→ **WHAT THIS TASK INVOLVES**: All records are to be printed again exactly as they appear.

→ **EXTRACTED DATA**:
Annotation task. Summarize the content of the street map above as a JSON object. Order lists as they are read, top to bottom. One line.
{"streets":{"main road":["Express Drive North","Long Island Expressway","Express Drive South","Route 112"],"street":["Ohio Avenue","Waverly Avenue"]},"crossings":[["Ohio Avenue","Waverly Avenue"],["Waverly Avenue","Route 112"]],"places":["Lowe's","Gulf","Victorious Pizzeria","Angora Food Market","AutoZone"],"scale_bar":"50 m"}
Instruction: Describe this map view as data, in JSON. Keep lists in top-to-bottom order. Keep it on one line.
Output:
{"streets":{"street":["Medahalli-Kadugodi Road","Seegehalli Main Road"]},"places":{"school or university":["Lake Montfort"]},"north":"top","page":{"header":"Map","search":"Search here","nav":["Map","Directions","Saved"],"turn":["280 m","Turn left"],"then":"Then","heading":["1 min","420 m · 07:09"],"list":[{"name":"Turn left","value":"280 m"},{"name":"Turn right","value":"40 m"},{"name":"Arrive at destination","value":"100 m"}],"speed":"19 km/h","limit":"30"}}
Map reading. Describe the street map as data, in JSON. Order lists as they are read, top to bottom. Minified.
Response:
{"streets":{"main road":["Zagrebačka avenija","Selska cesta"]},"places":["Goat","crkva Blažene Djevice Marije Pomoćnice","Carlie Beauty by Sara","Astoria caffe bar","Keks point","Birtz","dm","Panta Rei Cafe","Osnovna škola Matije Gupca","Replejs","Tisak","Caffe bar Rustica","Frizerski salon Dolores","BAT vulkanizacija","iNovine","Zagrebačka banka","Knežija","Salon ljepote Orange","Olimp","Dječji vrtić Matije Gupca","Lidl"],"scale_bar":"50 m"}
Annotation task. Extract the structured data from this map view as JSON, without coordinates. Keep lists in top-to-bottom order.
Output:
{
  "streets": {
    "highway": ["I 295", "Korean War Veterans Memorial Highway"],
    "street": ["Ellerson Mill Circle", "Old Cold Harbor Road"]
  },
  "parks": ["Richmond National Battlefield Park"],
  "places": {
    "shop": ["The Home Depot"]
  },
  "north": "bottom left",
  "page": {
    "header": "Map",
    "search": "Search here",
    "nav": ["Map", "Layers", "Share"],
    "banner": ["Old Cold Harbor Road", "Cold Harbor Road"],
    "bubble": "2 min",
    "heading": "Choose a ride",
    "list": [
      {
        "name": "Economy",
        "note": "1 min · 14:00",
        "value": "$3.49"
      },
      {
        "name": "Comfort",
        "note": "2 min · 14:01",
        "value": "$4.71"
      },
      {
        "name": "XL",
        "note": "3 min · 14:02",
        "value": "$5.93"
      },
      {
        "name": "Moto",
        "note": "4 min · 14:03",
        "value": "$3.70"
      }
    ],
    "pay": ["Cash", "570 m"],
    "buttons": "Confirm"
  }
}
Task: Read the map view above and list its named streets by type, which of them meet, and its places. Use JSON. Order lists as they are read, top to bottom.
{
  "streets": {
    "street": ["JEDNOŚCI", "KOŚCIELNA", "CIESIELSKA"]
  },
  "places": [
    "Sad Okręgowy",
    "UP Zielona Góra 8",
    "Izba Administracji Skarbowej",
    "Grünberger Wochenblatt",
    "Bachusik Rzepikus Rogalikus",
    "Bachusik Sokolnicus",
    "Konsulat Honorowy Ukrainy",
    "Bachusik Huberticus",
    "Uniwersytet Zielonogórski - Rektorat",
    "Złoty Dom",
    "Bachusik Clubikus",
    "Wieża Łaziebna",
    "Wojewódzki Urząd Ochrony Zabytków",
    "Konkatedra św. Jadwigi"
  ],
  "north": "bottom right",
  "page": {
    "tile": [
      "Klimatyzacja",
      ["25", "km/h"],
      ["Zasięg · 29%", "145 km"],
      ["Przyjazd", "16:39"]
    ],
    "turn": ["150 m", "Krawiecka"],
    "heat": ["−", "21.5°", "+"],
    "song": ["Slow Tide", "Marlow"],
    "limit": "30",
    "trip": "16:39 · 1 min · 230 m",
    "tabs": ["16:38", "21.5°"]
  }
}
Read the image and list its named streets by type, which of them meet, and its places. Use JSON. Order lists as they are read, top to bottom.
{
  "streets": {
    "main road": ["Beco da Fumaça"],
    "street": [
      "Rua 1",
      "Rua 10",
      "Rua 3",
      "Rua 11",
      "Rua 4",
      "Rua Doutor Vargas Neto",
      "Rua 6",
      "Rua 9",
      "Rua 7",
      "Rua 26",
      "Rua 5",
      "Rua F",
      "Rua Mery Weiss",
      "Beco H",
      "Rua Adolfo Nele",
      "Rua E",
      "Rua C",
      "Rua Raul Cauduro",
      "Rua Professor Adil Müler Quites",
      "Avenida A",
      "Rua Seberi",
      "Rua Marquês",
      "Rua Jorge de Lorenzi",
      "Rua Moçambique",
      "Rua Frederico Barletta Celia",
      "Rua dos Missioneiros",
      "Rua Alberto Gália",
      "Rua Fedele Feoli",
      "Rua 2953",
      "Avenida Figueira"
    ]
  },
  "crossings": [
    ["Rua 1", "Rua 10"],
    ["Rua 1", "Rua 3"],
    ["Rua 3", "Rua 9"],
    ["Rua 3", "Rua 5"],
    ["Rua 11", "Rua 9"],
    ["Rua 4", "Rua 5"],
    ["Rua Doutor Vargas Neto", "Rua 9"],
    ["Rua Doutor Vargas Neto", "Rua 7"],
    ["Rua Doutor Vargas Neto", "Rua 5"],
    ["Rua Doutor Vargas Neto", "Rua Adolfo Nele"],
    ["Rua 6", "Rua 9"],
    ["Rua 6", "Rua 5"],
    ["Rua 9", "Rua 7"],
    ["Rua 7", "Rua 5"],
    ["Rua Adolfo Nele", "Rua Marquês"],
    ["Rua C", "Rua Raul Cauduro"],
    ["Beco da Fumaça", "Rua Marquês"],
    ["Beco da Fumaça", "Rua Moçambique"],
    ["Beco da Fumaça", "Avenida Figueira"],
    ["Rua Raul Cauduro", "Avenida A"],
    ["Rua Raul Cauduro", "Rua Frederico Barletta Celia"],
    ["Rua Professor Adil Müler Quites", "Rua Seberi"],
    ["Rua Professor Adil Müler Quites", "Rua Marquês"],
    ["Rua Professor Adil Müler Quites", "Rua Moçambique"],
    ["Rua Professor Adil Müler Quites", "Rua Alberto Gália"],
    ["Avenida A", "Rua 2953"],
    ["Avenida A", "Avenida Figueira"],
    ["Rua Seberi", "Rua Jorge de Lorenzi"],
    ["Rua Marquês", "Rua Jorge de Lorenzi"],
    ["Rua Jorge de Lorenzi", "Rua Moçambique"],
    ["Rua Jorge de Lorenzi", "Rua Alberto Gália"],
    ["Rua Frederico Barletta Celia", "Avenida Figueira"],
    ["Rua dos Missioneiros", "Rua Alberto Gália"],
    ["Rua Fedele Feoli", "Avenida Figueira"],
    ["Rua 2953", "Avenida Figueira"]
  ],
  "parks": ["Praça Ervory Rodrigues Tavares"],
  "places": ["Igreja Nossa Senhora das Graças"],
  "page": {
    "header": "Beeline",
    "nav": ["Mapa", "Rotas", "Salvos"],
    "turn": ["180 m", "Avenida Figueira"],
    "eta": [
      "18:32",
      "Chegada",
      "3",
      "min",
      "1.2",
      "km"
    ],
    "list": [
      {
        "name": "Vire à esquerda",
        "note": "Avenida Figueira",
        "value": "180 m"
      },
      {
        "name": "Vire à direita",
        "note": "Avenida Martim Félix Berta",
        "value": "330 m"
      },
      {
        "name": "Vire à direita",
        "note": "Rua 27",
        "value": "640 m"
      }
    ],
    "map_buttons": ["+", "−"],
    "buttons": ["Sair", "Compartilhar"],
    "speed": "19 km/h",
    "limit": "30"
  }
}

→ **EXERCISE OUTPUT**:
Annotation task. Summarize the content of the street map above as a JSON object. Order lists as they are read, top to bottom. One line.
{"streets":{"main road":["Express Drive North","Long Island Expressway","Express Drive South","Route 112"],"street":["Ohio Avenue","Waverly Avenue"]},"crossings":[["Ohio Avenue","Waverly Avenue"],["Waverly Avenue","Route 112"]],"places":["Lowe's","Gulf","Victorious Pizzeria","Angora Food Market","AutoZone"],"scale_bar":"50 m"}
Instruction: Describe this map view as data, in JSON. Keep lists in top-to-bottom order. Keep it on one line.
Output:
{"streets":{"street":["Medahalli-Kadugodi Road","Seegehalli Main Road"]},"places":{"school or university":["Lake Montfort"]},"north":"top","page":{"header":"Map","search":"Search here","nav":["Map","Directions","Saved"],"turn":["280 m","Turn left"],"then":"Then","heading":["1 min","420 m · 07:09"],"list":[{"name":"Turn left","value":"280 m"},{"name":"Turn right","value":"40 m"},{"name":"Arrive at destination","value":"100 m"}],"speed":"19 km/h","limit":"30"}}
Map reading. Describe the street map as data, in JSON. Order lists as they are read, top to bottom. Minified.
Response:
{"streets":{"main road":["Zagrebačka avenija","Selska cesta"]},"places":["Goat","crkva Blažene Djevice Marije Pomoćnice","Carlie Beauty by Sara","Astoria caffe bar","Keks point","Birtz","dm","Panta Rei Cafe","Osnovna škola Matije Gupca","Replejs","Tisak","Caffe bar Rustica","Frizerski salon Dolores","BAT vulkanizacija","iNovine","Zagrebačka banka","Knežija","Salon ljepote Orange","Olimp","Dječji vrtić Matije Gupca","Lidl"],"scale_bar":"50 m"}
Annotation task. Extract the structured data from this map view as JSON, without coordinates. Keep lists in top-to-bottom order.
Output:
{
  "streets": {
    "highway": ["I 295", "Korean War Veterans Memorial Highway"],
    "street": ["Ellerson Mill Circle", "Old Cold Harbor Road"]
  },
  "parks": ["Richmond National Battlefield Park"],
  "places": {
    "shop": ["The Home Depot"]
  },
  "north": "bottom left",
  "page": {
    "header": "Map",
    "search": "Search here",
    "nav": ["Map", "Layers", "Share"],
    "banner": ["Old Cold Harbor Road", "Cold Harbor Road"],
    "bubble": "2 min",
    "heading": "Choose a ride",
    "list": [
      {
        "name": "Economy",
        "note": "1 min · 14:00",
        "value": "$3.49"
      },
      {
        "name": "Comfort",
        "note": "2 min · 14:01",
        "value": "$4.71"
      },
      {
        "name": "XL",
        "note": "3 min · 14:02",
        "value": "$5.93"
      },
      {
        "name": "Moto",
        "note": "4 min · 14:03",
        "value": "$3.70"
      }
    ],
    "pay": ["Cash", "570 m"],
    "buttons": "Confirm"
  }
}
Task: Read the map view above and list its named streets by type, which of them meet, and its places. Use JSON. Order lists as they are read, top to bottom.
{
  "streets": {
    "street": ["JEDNOŚCI", "KOŚCIELNA", "CIESIELSKA"]
  },
  "places": [
    "Sad Okręgowy",
    "UP Zielona Góra 8",
    "Izba Administracji Skarbowej",
    "Grünberger Wochenblatt",
    "Bachusik Rzepikus Rogalikus",
    "Bachusik Sokolnicus",
    "Konsulat Honorowy Ukrainy",
    "Bachusik Huberticus",
    "Uniwersytet Zielonogórski - Rektorat",
    "Złoty Dom",
    "Bachusik Clubikus",
    "Wieża Łaziebna",
    "Wojewódzki Urząd Ochrony Zabytków",
    "Konkatedra św. Jadwigi"
  ],
  "north": "bottom right",
  "page": {
    "tile": [
      "Klimatyzacja",
      ["25", "km/h"],
      ["Zasięg · 29%", "145 km"],
      ["Przyjazd", "16:39"]
    ],
    "turn": ["150 m", "Krawiecka"],
    "heat": ["−", "21.5°", "+"],
    "song": ["Slow Tide", "Marlow"],
    "limit": "30",
    "trip": "16:39 · 1 min · 230 m",
    "tabs": ["16:38", "21.5°"]
  }
}
Read the image and list its named streets by type, which of them meet, and its places. Use JSON. Order lists as they are read, top to bottom.
{
  "streets": {
    "main road": ["Beco da Fumaça"],
    "street": [
      "Rua 1",
      "Rua 10",
      "Rua 3",
      "Rua 11",
      "Rua 4",
      "Rua Doutor Vargas Neto",
      "Rua 6",
      "Rua 9",
      "Rua 7",
      "Rua 26",
      "Rua 5",
      "Rua F",
      "Rua Mery Weiss",
      "Beco H",
      "Rua Adolfo Nele",
      "Rua E",
      "Rua C",
      "Rua Raul Cauduro",
      "Rua Professor Adil Müler Quites",
      "Avenida A",
      "Rua Seberi",
      "Rua Marquês",
      "Rua Jorge de Lorenzi",
      "Rua Moçambique",
      "Rua Frederico Barletta Celia",
      "Rua dos Missioneiros",
      "Rua Alberto Gália",
      "Rua Fedele Feoli",
      "Rua 2953",
      "Avenida Figueira"
    ]
  },
  "crossings": [
    ["Rua 1", "Rua 10"],
    ["Rua 1", "Rua 3"],
    ["Rua 3", "Rua 9"],
    ["Rua 3", "Rua 5"],
    ["Rua 11", "Rua 9"],
    ["Rua 4", "Rua 5"],
    ["Rua Doutor Vargas Neto", "Rua 9"],
    ["Rua Doutor Vargas Neto", "Rua 7"],
    ["Rua Doutor Vargas Neto", "Rua 5"],
    ["Rua Doutor Vargas Neto", "Rua Adolfo Nele"],
    ["Rua 6", "Rua 9"],
    ["Rua 6", "Rua 5"],
    ["Rua 9", "Rua 7"],
    ["Rua 7", "Rua 5"],
    ["Rua Adolfo Nele", "Rua Marquês"],
    ["Rua C", "Rua Raul Cauduro"],
    ["Beco da Fumaça", "Rua Marquês"],
    ["Beco da Fumaça", "Rua Moçambique"],
    ["Beco da Fumaça", "Avenida Figueira"],
    ["Rua Raul Cauduro", "Avenida A"],
    ["Rua Raul Cauduro", "Rua Frederico Barletta Celia"],
    ["Rua Professor Adil Müler Quites", "Rua Seberi"],
    ["Rua Professor Adil Müler Quites", "Rua Marquês"],
    ["Rua Professor Adil Müler Quites", "Rua Moçambique"],
    ["Rua Professor Adil Müler Quites", "Rua Alberto Gália"],
    ["Avenida A", "Rua 2953"],
    ["Avenida A", "Avenida Figueira"],
    ["Rua Seberi", "Rua Jorge de Lorenzi"],
    ["Rua Marquês", "Rua Jorge de Lorenzi"],
    ["Rua Jorge de Lorenzi", "Rua Moçambique"],
    ["Rua Jorge de Lorenzi", "Rua Alberto Gália"],
    ["Rua Frederico Barletta Celia", "Avenida Figueira"],
    ["Rua dos Missioneiros", "Rua Alberto Gália"],
    ["Rua Fedele Feoli", "Avenida Figueira"],
    ["Rua 2953", "Avenida Figueira"]
  ],
  "parks": ["Praça Ervory Rodrigues Tavares"],
  "places": ["Igreja Nossa Senhora das Graças"],
  "page": {
    "header": "Beeline",
    "nav": ["Mapa", "Rotas", "Salvos"],
    "turn": ["180 m", "Avenida Figueira"],
    "eta": [
      "18:32",
      "Chegada",
      "3",
      "min",
      "1.2",
      "km"
    ],
    "list": [
      {
        "name": "Vire à esquerda",
        "note": "Avenida Figueira",
        "value": "180 m"
      },
      {
        "name": "Vire à direita",
        "note": "Avenida Martim Félix Berta",
        "value": "330 m"
      },
      {
        "name": "Vire à direita",
        "note": "Rua 27",
        "value": "640 m"
      }
    ],
    "map_buttons": ["+", "−"],
    "buttons": ["Sair", "Compartilhar"],
    "speed": "19 km/h",
    "limit": "30"
  }
}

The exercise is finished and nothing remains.